Directions: Locate every line in the material below that has the word "bottom". Copy each of those lines.

Material to process:
###

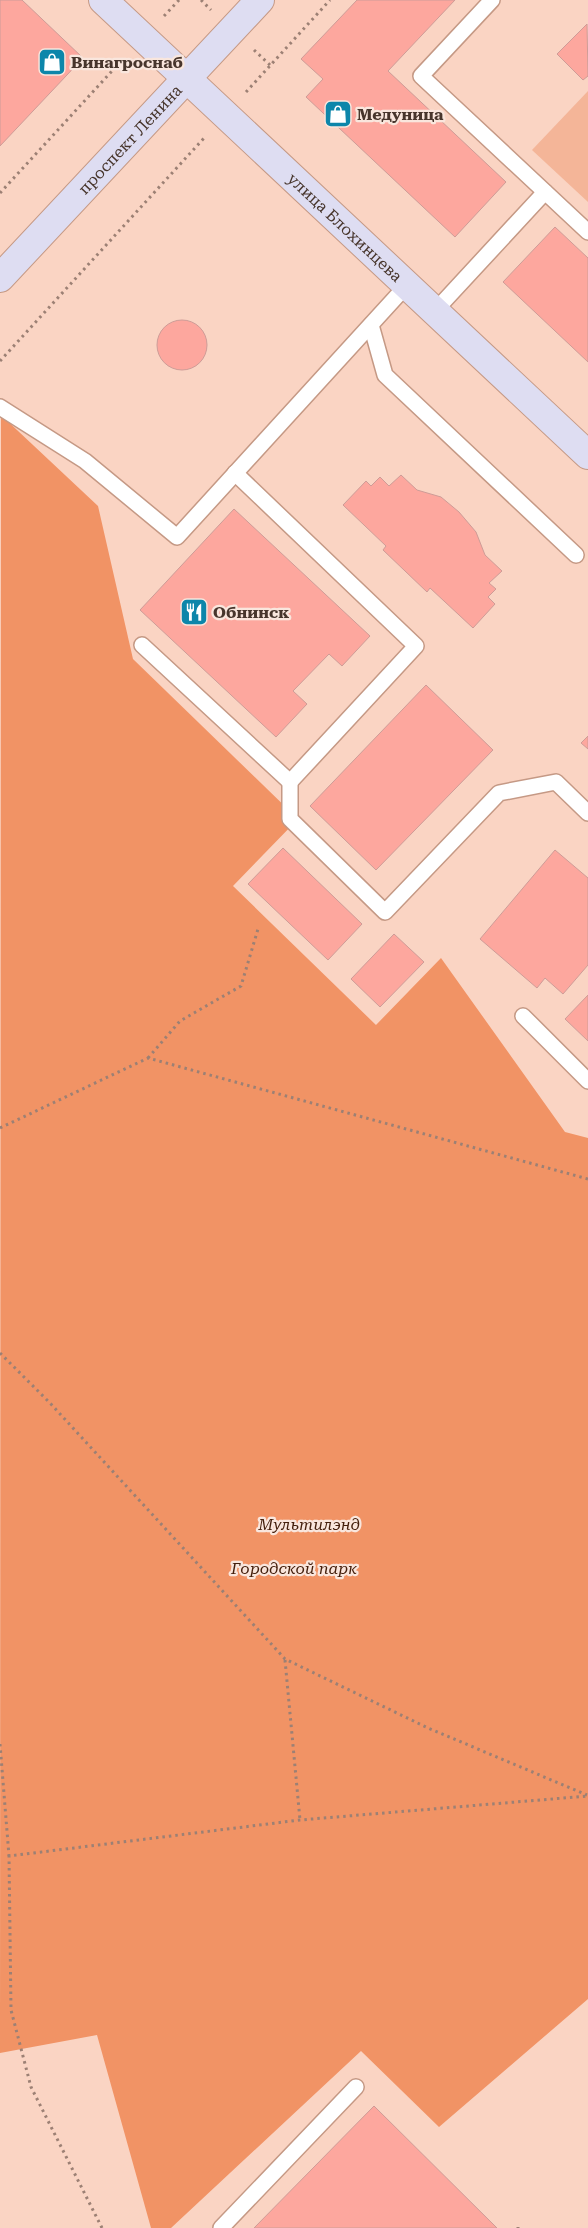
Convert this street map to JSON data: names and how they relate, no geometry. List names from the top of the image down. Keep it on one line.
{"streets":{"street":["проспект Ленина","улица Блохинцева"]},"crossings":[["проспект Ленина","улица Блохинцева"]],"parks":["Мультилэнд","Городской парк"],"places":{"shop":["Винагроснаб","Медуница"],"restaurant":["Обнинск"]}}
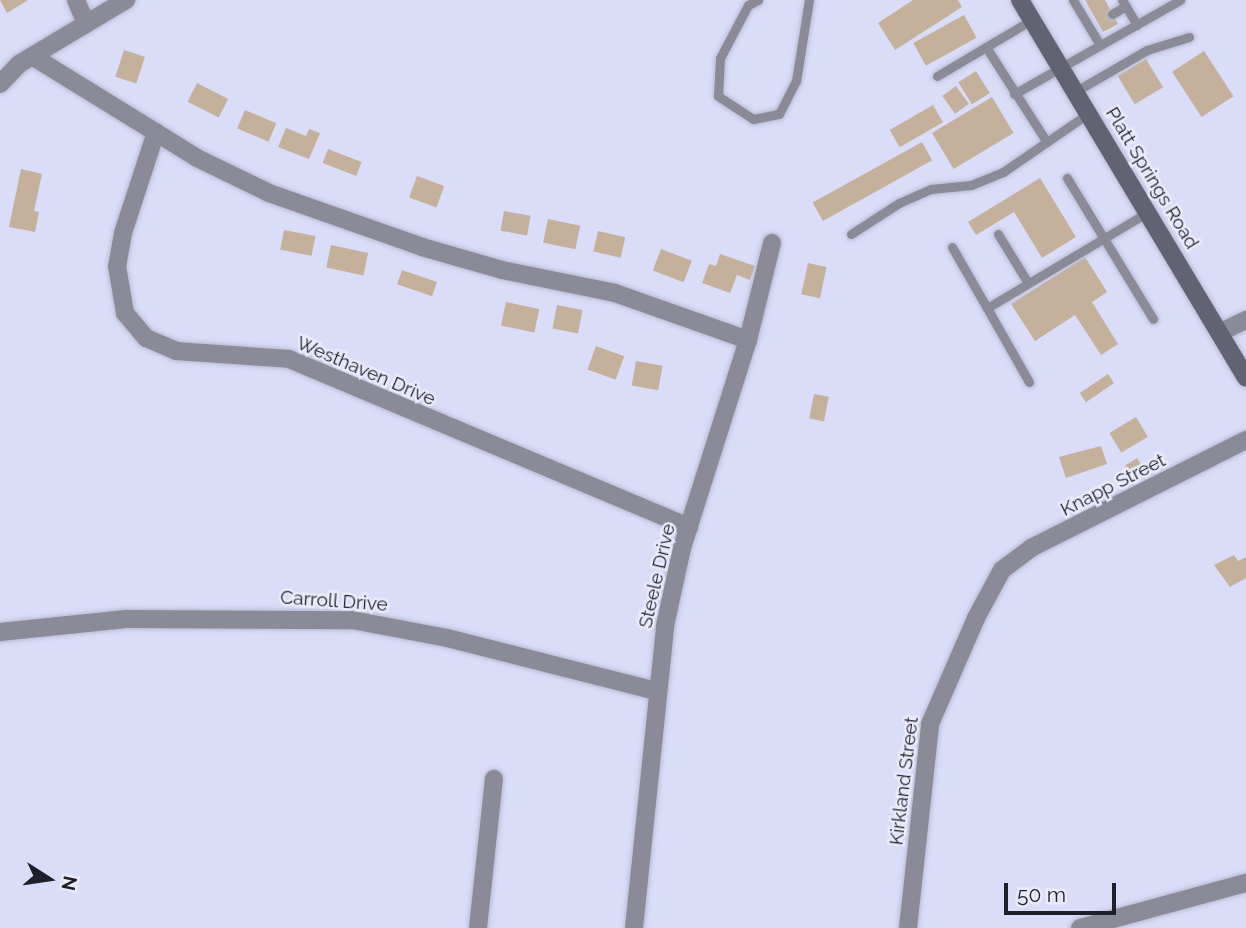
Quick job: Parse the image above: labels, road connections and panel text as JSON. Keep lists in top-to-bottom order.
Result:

###

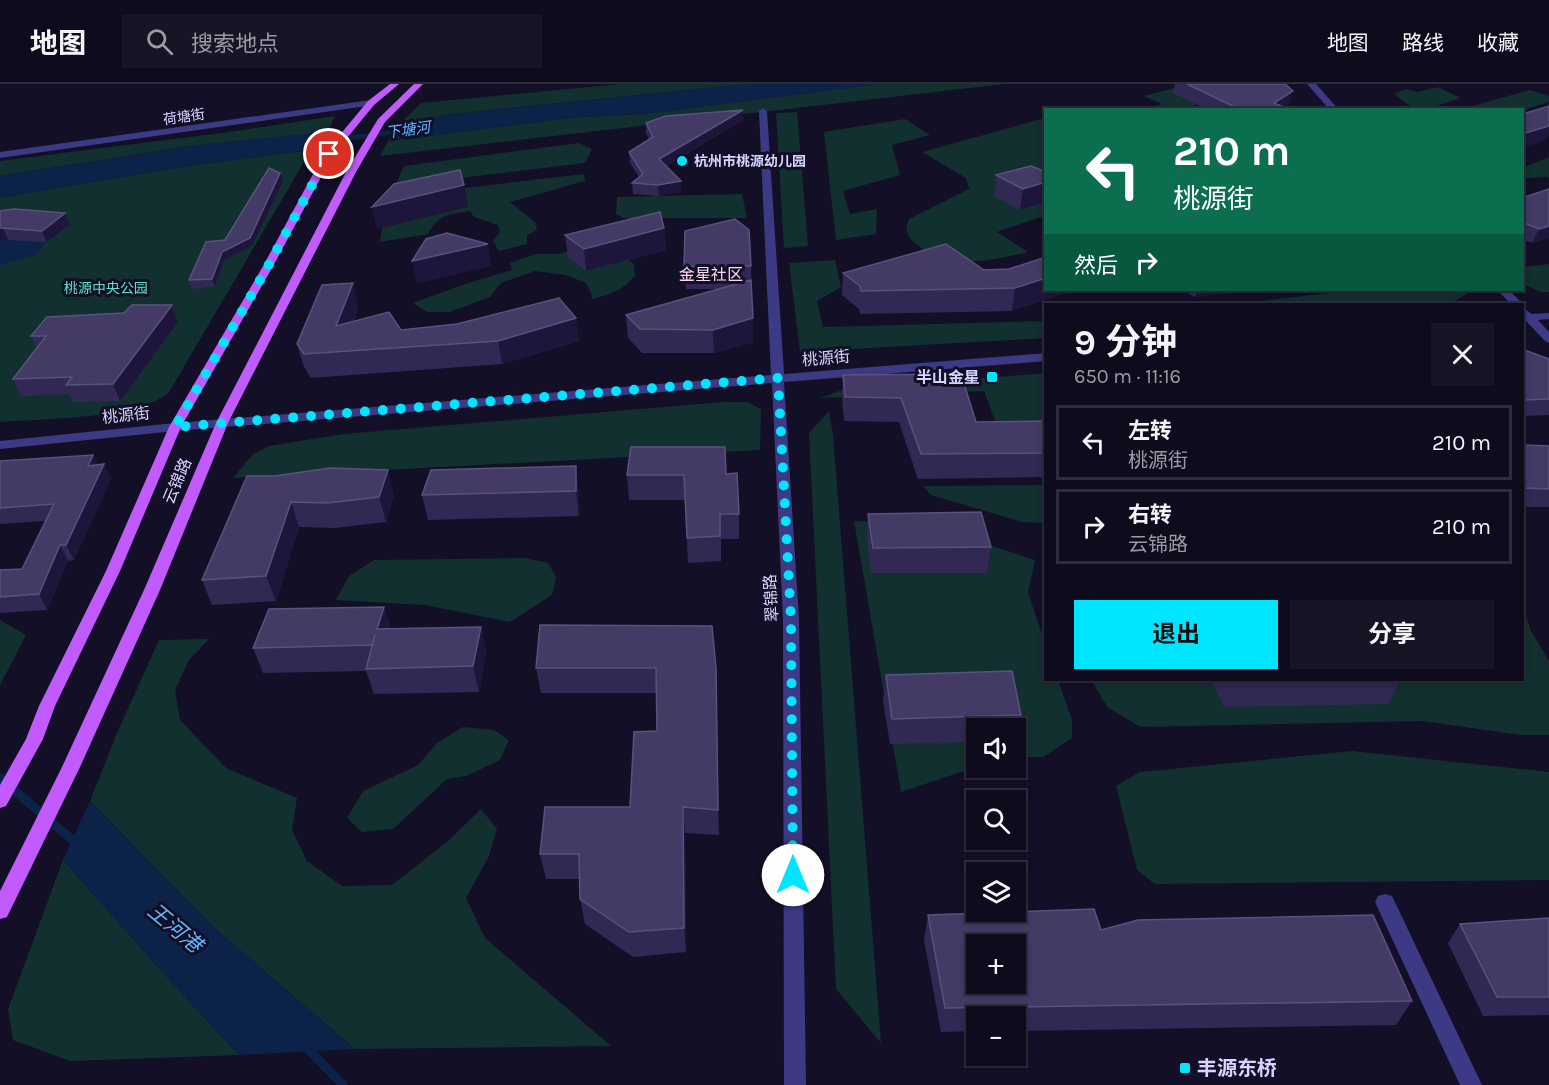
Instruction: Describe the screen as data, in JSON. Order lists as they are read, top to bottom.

###

Finished exercise:
Quick job: Parse the image above: labels, road connections and panel text as JSON. Keep lists in top-to-bottom order.
Instruction: Describe the screen as data, in JSON. Order lists as they are read, top to bottom.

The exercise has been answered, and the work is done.